Although Edun didn’t elaborate on the exact workings of the “fertiliser mafia”, Nigerian President Goodluck Jonathan last month also mentioned previous corruption in the fertiliser industry. In an interview with a Swedish journalist, Jonathan said that his government had succeeded in tackling corruption in fertiliser procurement and distribution.

“Corruption is not just one group of people. Look at fertiliser. When government used to distribute it, there was a lot of corruption. Today the farmer buys fertiliser directly from the manufacturers and dealers. The government subsidies the fertiliser. We give farmers tokens so they can buy it and cut out the middleman. So corruption is reduced,” Jonathan said.

Edun also expects big things from Nigeria’s new agriculture minister Akinwunmi Adesina. “We have a finance minister that came from the World Bank and is quite well-known in financial circles internationally. We now have an agriculture minister of equal stature in terms of his knowledge, his experience … and what he intends to do. So there is a new initiative that is going on in agriculture that seeks to fix some of the problems in that sector, and also harness the opportunities.”

Adesina is former vice-president of the Alliance for a Green Revolution in Africa (AGRA) and is generally seen to be a competent person.

“Adesina took the government out of fertiliser distribution, as corruption made a mockery of its attempts to get fertiliser to poor farmers,” commented Charles Robertson, global chief economist of Renaissance Capital, last year.

Pan-African asset management group Imara is also upbeat about reforms in the agriculture sector. “In agriculture, for example, which is 44% of GDP, each crop’s value chain has now been analysed and proposals made,” commented Jon Chew, manager of the Imara Nigeria Fund, in a recent statement.

Historically, Nigeria had a large global market share in crops like cocoa, coffee, cotton, ground nuts and palm oil. “If this share had been maintained, these crops would now be a US$10 billion industry – 5% of GDP … These industries fell into ruin because the government took over the marketing of these commodities … Corruption set in and farmers had given up, but change is on the way,” said Chew.

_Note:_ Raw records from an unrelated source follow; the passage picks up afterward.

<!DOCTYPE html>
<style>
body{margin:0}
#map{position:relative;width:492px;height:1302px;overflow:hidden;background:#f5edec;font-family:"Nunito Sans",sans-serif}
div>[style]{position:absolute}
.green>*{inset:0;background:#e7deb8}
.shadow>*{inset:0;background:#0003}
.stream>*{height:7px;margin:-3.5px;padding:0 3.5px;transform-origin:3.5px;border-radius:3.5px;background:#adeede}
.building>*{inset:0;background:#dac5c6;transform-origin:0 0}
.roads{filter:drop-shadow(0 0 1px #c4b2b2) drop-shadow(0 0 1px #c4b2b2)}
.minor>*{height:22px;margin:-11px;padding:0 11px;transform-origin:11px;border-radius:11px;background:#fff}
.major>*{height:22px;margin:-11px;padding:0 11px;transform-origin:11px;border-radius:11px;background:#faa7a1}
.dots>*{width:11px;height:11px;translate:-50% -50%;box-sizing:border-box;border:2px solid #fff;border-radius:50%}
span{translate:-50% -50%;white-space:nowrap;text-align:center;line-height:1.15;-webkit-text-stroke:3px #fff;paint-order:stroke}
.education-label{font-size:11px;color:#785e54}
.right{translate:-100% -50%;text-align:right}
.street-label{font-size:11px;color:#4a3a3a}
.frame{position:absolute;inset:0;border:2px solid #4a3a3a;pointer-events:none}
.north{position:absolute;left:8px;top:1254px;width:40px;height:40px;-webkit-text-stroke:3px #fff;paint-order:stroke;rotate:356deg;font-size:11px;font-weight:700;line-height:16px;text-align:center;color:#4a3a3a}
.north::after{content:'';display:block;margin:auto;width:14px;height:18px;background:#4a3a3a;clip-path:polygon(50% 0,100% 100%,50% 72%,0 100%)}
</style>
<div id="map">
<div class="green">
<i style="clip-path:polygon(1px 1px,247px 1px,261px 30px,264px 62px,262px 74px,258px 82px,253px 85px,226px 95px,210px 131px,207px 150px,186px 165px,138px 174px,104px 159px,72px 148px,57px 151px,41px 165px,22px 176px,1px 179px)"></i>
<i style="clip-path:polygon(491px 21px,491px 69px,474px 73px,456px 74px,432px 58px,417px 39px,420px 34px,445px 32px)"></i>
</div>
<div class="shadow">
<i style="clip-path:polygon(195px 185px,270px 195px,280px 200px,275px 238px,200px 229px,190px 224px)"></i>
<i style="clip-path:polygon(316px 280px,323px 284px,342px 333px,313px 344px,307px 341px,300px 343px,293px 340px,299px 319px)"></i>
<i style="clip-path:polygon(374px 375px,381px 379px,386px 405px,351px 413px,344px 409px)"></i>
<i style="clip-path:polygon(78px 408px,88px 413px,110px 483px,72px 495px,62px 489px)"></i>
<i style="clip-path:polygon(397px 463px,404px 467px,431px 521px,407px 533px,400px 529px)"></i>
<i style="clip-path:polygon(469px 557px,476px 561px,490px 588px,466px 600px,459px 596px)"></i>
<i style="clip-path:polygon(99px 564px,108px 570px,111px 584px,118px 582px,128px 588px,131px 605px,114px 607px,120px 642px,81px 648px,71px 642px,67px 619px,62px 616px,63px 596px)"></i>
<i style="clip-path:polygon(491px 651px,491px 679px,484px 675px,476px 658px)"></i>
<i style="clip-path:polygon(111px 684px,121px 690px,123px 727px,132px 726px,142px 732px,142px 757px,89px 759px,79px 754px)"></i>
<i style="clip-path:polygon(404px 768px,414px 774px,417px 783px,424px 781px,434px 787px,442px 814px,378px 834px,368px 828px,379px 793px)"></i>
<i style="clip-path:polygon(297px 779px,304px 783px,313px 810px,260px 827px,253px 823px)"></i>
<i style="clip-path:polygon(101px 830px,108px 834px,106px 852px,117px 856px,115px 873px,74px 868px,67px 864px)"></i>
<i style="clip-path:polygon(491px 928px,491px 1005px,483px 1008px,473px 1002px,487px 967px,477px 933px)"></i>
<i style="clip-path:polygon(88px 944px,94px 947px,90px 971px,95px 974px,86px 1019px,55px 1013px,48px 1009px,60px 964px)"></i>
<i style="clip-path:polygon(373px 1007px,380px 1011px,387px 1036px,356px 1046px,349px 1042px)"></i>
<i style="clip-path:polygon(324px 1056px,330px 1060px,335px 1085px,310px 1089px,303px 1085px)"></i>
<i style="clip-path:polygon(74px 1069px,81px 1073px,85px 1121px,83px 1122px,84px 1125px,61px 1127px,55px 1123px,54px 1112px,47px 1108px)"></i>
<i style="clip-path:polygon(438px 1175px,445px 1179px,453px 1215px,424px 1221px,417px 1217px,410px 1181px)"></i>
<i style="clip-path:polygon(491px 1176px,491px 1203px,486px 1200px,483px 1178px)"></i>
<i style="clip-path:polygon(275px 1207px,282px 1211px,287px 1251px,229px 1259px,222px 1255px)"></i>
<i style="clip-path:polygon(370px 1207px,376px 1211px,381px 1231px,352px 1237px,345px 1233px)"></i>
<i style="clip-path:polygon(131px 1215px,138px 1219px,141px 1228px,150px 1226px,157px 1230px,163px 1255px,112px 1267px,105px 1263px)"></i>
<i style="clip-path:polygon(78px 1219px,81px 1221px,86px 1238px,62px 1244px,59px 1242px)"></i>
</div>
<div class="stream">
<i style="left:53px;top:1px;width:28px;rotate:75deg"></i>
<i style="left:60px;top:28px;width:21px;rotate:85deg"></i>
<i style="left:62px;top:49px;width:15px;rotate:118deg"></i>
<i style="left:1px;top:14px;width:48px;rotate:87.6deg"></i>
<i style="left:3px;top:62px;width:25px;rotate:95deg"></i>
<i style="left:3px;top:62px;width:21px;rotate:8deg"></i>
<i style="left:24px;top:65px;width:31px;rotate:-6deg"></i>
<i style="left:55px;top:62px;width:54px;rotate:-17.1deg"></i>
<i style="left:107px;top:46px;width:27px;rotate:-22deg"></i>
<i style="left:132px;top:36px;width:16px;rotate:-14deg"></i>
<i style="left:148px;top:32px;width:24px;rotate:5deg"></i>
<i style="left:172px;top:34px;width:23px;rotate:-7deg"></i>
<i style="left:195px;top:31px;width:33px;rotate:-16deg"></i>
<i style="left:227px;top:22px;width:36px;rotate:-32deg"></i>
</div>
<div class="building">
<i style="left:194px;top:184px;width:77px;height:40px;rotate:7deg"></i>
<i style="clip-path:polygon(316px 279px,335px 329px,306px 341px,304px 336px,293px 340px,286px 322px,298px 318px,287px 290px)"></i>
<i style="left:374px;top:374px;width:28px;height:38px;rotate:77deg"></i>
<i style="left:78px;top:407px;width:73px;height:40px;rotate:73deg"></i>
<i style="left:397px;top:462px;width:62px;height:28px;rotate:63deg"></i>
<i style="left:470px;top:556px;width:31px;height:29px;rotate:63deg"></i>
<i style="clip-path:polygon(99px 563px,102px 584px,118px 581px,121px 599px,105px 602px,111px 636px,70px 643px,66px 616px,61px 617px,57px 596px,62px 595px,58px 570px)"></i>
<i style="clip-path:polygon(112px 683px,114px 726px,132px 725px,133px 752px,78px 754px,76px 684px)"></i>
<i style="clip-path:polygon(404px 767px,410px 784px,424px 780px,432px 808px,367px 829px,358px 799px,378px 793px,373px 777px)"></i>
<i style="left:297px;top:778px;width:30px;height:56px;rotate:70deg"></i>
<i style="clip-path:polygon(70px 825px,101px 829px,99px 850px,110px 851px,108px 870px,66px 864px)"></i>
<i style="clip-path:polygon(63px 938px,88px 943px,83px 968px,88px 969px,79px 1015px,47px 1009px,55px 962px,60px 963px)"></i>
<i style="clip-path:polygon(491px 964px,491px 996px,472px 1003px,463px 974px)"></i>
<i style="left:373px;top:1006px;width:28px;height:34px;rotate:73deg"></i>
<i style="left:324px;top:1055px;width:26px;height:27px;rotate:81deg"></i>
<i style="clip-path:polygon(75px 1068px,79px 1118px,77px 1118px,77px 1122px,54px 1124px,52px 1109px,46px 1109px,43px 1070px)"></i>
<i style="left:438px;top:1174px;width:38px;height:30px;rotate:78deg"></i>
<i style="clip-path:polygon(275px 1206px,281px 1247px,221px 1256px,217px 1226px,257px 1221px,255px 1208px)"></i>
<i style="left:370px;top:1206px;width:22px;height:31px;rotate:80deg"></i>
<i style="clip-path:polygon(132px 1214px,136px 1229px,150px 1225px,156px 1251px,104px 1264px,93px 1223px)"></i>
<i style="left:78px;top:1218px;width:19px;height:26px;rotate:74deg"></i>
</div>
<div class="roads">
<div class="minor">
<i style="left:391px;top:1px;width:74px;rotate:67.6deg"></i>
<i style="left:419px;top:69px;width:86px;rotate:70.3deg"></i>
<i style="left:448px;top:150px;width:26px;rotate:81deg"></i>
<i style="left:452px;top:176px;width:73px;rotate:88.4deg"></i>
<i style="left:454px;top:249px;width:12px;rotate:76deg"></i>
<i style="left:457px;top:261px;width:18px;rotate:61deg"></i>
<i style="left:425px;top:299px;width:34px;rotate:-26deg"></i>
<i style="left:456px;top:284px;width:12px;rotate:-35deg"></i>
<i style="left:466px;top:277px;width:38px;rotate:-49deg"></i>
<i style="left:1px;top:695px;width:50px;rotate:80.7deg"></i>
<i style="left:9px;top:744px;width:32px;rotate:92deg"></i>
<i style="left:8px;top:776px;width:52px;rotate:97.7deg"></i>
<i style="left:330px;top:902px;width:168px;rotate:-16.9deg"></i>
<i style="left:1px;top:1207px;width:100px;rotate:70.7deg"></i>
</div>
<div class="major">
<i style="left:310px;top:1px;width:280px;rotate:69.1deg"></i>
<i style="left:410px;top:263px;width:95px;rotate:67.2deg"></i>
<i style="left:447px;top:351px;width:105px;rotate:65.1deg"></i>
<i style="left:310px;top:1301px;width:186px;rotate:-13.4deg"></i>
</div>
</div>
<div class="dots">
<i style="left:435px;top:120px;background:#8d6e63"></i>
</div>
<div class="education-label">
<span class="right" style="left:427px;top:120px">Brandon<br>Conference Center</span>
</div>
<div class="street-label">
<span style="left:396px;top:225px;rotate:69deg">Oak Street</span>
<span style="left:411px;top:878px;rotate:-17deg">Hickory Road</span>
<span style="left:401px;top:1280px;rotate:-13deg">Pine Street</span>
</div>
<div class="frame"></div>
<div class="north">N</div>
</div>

He explained that Nigeria’s “new economic team is now encouraging private markets on the basis that if farmers get the correct price (and tariff protection in the early days) they will start to produce again”.

According to Chew, the previous failure to encourage private enterprise had created various structural problems. For instance, the local subsidiary of Unilever had not expanded into a basic product line like shampoo as Nigeria no longer had any local supplies of the basic raw material, palm oil. However, expansion of the brand’s range would become feasible once reforms ensured reliable local supplies.

Word on the ground is that large palm oil plantations are being planted by Indonesian entrepreneurs and preparations are being made to set up a new rubber plantation.

He added that reforms in the agriculture sector would bestow significant benefits on the economy.